Il modello di Juniper per un'efficace connected security
Il modello di Juniper per un’efficace connected security

 In ultimo, per quanto riguarda i trend legati alle “passività” degli utenti delle reti, Juniper considera il problema della disinformazione (4), utilizzabile come arma mai spuntata a disposizione del cybercrime che approfitta, come già in passato, anche della pandemia per diffondere disinformazione (per esempio riguardo vaccini, certificazioni etc.) in modo da estorcere denaro. Una modalità di azione che oltre che consentire al cybercrime guadagni facili e relativamente a basso rischio quando si trasforma in MiaaS (Misinformation As A Service) può impattare anche su eventi importanti della vita del Paese (come per esempio le elezioni).

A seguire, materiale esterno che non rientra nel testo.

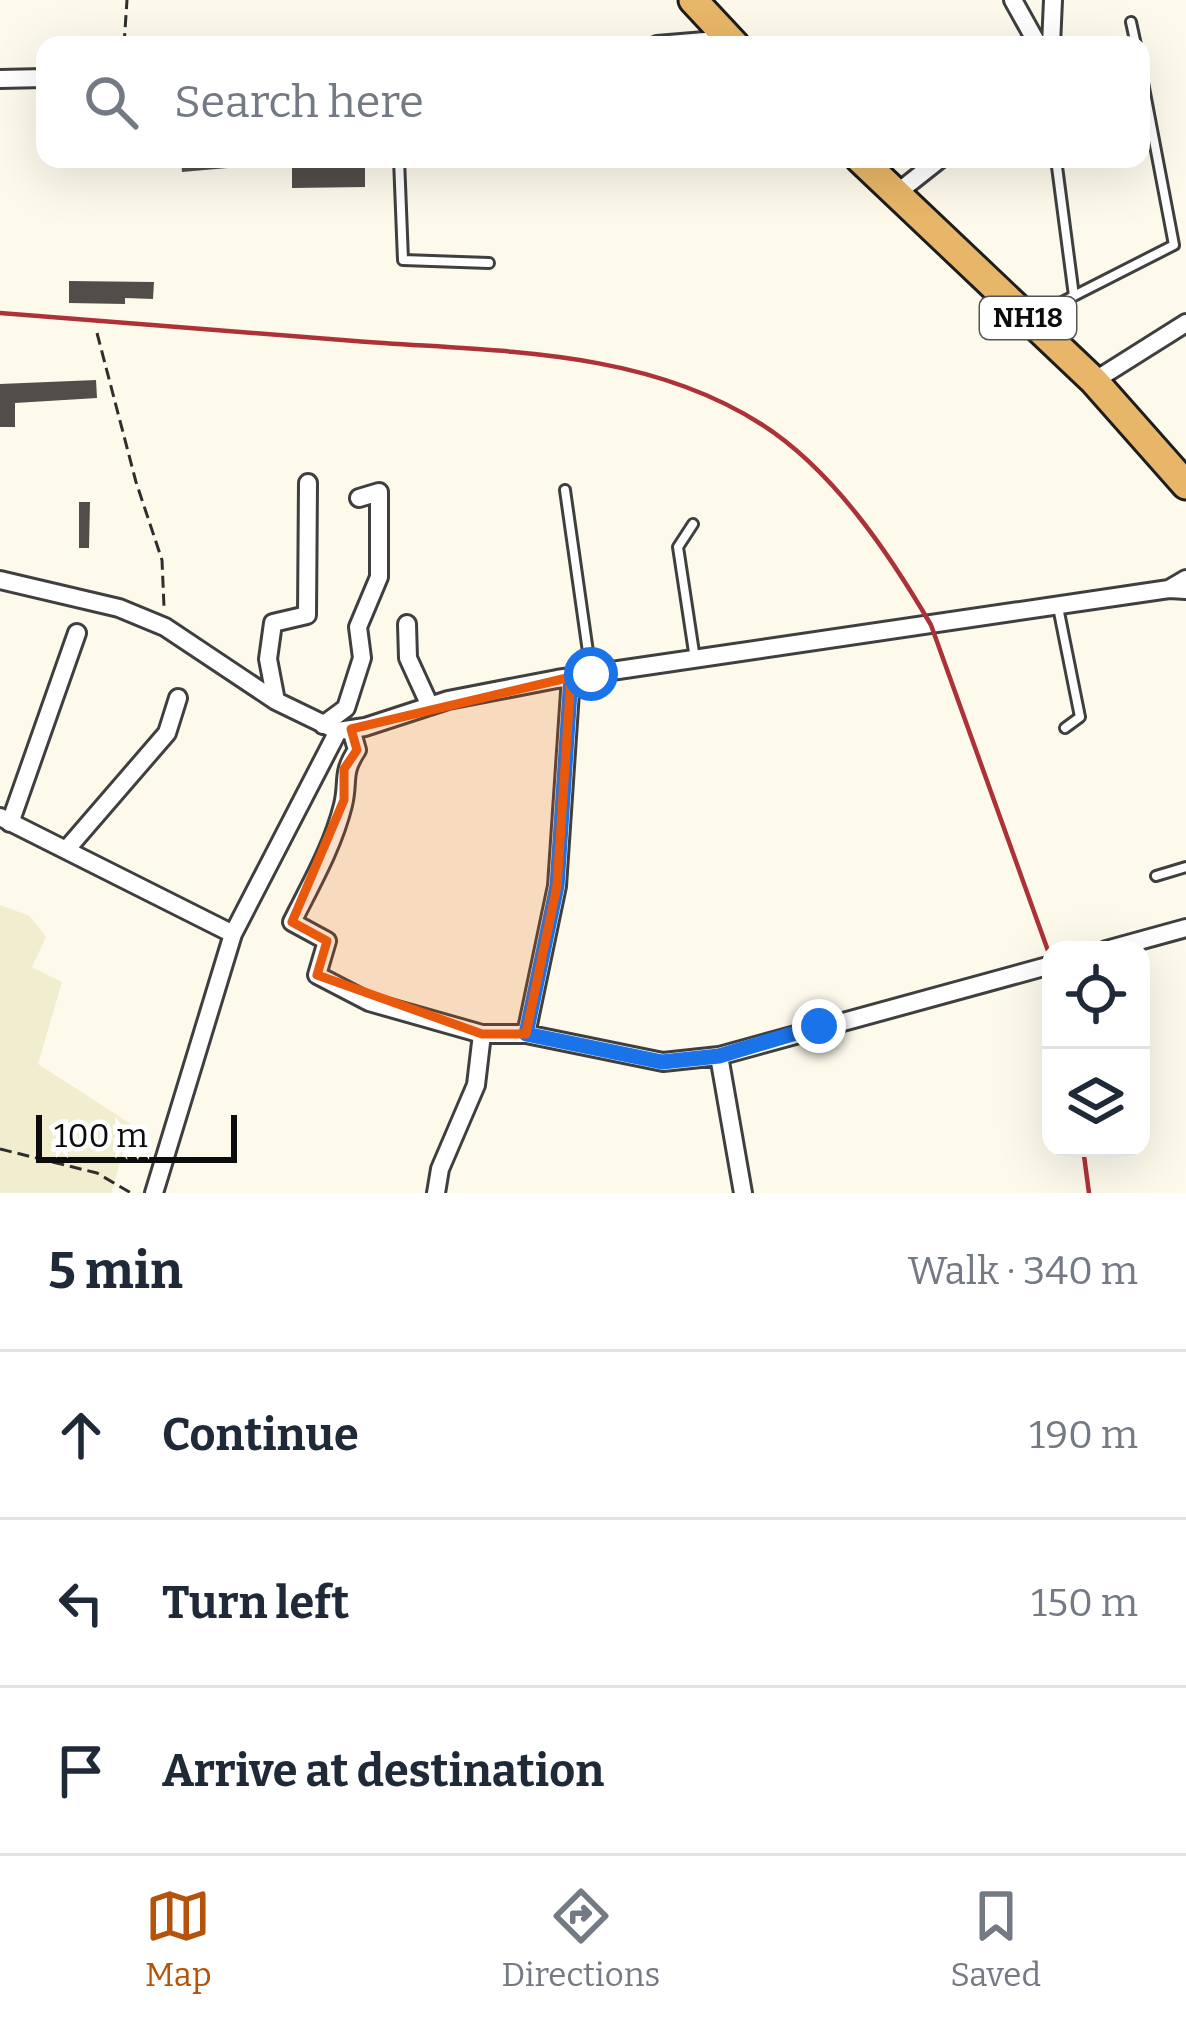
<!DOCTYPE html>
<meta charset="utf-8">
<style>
:root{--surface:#fff;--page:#f2f2f3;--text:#1f2937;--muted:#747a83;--line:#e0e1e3;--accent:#b45309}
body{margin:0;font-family:Bitter,serif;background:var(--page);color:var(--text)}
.controls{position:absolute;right:36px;bottom:36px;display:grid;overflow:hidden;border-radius:24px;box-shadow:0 12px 48px #0002}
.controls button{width:108px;height:108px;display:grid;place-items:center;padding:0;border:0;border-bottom:3px solid var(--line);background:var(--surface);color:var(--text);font:60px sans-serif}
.scale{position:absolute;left:36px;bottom:30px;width:201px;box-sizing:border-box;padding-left:12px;border:6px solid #0c0c0c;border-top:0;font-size:33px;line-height:42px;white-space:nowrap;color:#0c0c0c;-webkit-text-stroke:9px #fff;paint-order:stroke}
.stop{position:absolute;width:36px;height:36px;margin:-27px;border:9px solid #1a73e8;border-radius:50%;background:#fff}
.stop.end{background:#1a73e8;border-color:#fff;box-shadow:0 3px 12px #0008}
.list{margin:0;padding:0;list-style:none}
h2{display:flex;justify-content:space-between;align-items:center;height:156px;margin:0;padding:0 48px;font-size:51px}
h2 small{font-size:39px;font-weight:400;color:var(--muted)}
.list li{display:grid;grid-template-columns:78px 1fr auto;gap:36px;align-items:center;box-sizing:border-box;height:168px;padding:0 48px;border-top:3px solid var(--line)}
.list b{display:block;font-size:45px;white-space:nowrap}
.list em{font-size:39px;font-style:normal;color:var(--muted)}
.icon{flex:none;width:66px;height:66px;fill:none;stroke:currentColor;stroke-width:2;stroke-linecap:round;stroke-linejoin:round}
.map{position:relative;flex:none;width:1186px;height:1193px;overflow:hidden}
.search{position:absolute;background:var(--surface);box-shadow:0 12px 48px #0002;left:36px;right:36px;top:36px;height:132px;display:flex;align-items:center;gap:30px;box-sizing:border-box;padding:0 42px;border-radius:24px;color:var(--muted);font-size:45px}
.sheet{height:660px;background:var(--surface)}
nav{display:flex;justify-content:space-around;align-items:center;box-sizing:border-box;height:168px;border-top:3px solid var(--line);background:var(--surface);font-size:33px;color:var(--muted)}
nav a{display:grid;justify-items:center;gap:6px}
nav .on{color:var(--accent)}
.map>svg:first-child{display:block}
.farmland{fill:#f0eecf}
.building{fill:#534d49}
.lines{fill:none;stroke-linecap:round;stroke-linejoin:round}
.service-casing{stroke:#3f3f3f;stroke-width:14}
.minor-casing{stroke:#3f3f3f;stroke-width:22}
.trunk-casing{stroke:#1d1d1d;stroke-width:33}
.path{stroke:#2e2e2e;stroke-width:3;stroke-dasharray:12 6;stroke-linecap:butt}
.service{stroke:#fff;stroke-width:8}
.minor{stroke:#fff;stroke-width:16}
.trunk{stroke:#e8b668;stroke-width:27}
.rail{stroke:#ad3237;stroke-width:4.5}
.route{stroke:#1a73e8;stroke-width:15}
.marked{fill:#e8590c;fill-opacity:0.2;stroke:#e8590c;stroke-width:9;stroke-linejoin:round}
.labels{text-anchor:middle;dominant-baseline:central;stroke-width:12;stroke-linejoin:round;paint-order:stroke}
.shield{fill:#fff;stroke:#555;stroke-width:3}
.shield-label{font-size:27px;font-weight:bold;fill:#0c0c0c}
</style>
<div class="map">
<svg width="1186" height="1193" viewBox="0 0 1186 1193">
<rect width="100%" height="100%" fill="#fdfaec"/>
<path class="farmland" d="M0,905l30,11 16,21 -14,30 30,15 -24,82 93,60 -20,69h-111z"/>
<path class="building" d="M181,159h58v8l-57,5z
M292,159h73v28l-73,1z
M69,281l85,1 -1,17 -28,-1v6l-56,-1z
M96,380l1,18 -82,5v24h-15v-43z
M79,502h11l-1,46h-10z"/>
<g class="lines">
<g class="service-casing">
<path id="service" d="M1131,22l5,23
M399,159l4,101 86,3
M1056,159l18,137
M1048,326l12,-23 114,-58 -33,-173
M565,490l26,183
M693,524l-15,23 17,112
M1058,607l22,110 -15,11
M1156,876l30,-9"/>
</g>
<g class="minor-casing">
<path id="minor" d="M1013,0l25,45
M657,45l72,-6
M1051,45l2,-45
M0,79l45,-1
M897,193l43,-34
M1094,381l92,-58
M1186,579l-17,10 17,1
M0,580l119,28 46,19 111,74 62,30 27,-4 83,-27 109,-21 612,-90
M407,624l1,34 22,48
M276,701l-8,-42 5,-36 34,-8 1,-132
M323,725l23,-17 16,-50 -4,-31 21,-50v-85l-20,6
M351,729l6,21c-16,24 -8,30 -14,55 -10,41 -32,79 -51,117l35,19 -10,34 52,27 113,32h44l137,28 56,-6 332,-91
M0,817l233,117
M10,823l67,-190
M66,850l101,-117 11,-35
M1106,950l80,-22
M526,1034l31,-148 14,-209
M719,1056l24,137
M154,1193l79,-259 105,-203
M436,1193l4,-24 36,-84 6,-51"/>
</g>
<g class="trunk-casing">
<path id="trunk" d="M693,0l42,45
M860,159l234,222 92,104"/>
</g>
<path class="path" d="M124,45l3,-45
M97,333l39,149 26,78 2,47
M0,1149l97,24 34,20"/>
<use href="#service" class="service"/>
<use href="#minor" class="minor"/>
<use href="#trunk" class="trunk"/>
<path class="rail" d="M0,313c118,9 237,19 355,28 137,11 286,6 406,83 72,46 128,129 170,201l120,334
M1083,1148l6,45"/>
</g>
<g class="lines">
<path class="route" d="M591,674l-20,3 -14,209 -31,148 136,28 57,-6 100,-30"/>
</g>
<path class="marked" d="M571,677l-14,209 -31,148h-44l-165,-59 10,-34 -35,-19 52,-122v-31l13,-19 -6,-21z"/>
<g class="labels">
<rect class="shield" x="980" y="297" width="96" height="42" rx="9"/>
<g class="shield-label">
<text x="1028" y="318">NH18</text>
</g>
</g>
</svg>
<div class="controls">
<button><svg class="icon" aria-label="locate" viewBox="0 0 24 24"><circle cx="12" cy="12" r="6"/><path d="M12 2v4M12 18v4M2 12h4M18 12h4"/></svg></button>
<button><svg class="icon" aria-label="layers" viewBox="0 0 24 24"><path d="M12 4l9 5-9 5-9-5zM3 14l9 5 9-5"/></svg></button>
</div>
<div class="scale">100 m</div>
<div class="stop" style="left:591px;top:674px"></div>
<div class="stop end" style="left:819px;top:1026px"></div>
<div class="search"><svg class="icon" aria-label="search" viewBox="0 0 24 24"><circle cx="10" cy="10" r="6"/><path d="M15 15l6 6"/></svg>Search here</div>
</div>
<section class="sheet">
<h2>5 min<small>Walk · 340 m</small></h2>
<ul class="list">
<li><svg class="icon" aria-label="ahead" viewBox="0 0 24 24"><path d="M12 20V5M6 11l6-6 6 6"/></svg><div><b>Continue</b></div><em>190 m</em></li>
<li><svg class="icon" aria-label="left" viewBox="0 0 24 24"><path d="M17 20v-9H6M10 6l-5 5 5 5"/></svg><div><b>Turn left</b></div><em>150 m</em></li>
<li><svg class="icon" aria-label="arrive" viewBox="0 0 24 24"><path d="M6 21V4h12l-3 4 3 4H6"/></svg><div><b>Arrive at destination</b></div></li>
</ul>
</section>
<nav>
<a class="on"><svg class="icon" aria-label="map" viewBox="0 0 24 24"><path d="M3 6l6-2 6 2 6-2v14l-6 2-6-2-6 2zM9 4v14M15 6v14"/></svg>Map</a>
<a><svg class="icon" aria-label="directions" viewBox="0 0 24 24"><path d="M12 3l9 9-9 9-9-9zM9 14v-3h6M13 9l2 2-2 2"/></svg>Directions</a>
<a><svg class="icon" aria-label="saved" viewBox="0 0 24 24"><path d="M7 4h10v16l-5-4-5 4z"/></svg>Saved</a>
</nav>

Per quanto riguarda gli atteggiamenti proattivi è evidente come la protezione dell’infrastruttura (5) si rivelerà importante per le imprese come per i service provider. Un trend questo favorito anche dalla maggiore attenzione da parte dei governi per questi temi, anche perché la sicurezza infrastrutturale è il primo passo per garantire l’efficienza delle supply chain, con le organizzazioni sempre più interessate alla certificazione della loro sicurezza. Juniper spiega al riguardo come nel 2022 si assisterà all’aggiunta di nuove domande Rfp (Request for Proposal) riguardo alla firma di un codice digitale, all’identità dell’autorità certificatrice, e quali processi IR sono attuati per limitare l’impatto quando un criminale riesce a introdursi con successo in un processo della supply chain (6)

Ngfw - Il modello di Juniper
Ngfw – Il modello di Juniper

Di pari passo nel 2022 si innalzerà comunque anche il livello della sfida da parte dei criminali. Spieghiamo: i nuovi e teoricamente più sicuri standard Internet come Http/2 e Tls 1.3 rappresenteranno un modo per le organizzazioni di proteggere e garantire la privacy dei dati, ma allo stesso modo serviranno anche al cybercrime come meccanismo di evasione per eludere le ricognizioni e le ispezioni in dettaglio del traffico criptato. Questo complica ulteriormente le procedure di ispezione usate oggi dalla maggior parte dei Ngfw (Next Generation Firewall) o metodi di riconoscimento clear text. Crescerà quindi l’interesse negli strumenti che permettono di identificare l’attività malevola senza necessità di rompere la crittografia (7). Arriviamo così all’ultima evidenza proposta da Juniper che riguarda i microservizi utilizzati come veicolo delle minacce. Con la crescita dell’utilizzo dei servizi cloud, sono cresciute le esigenze di aggiornamento delle applicazioni e del software in cloud, che permette una serie di risparmi, con importanti vantaggi proprio nella fase di aggiornamento, possibile senza downtime. Di questi vantaggi hanno preso coscienza anche i cybercriminali per cui, dopo i primi attacchi nel corso del 2021, Juniper si attende una crescita negli attacchi a livello di microservizi (8).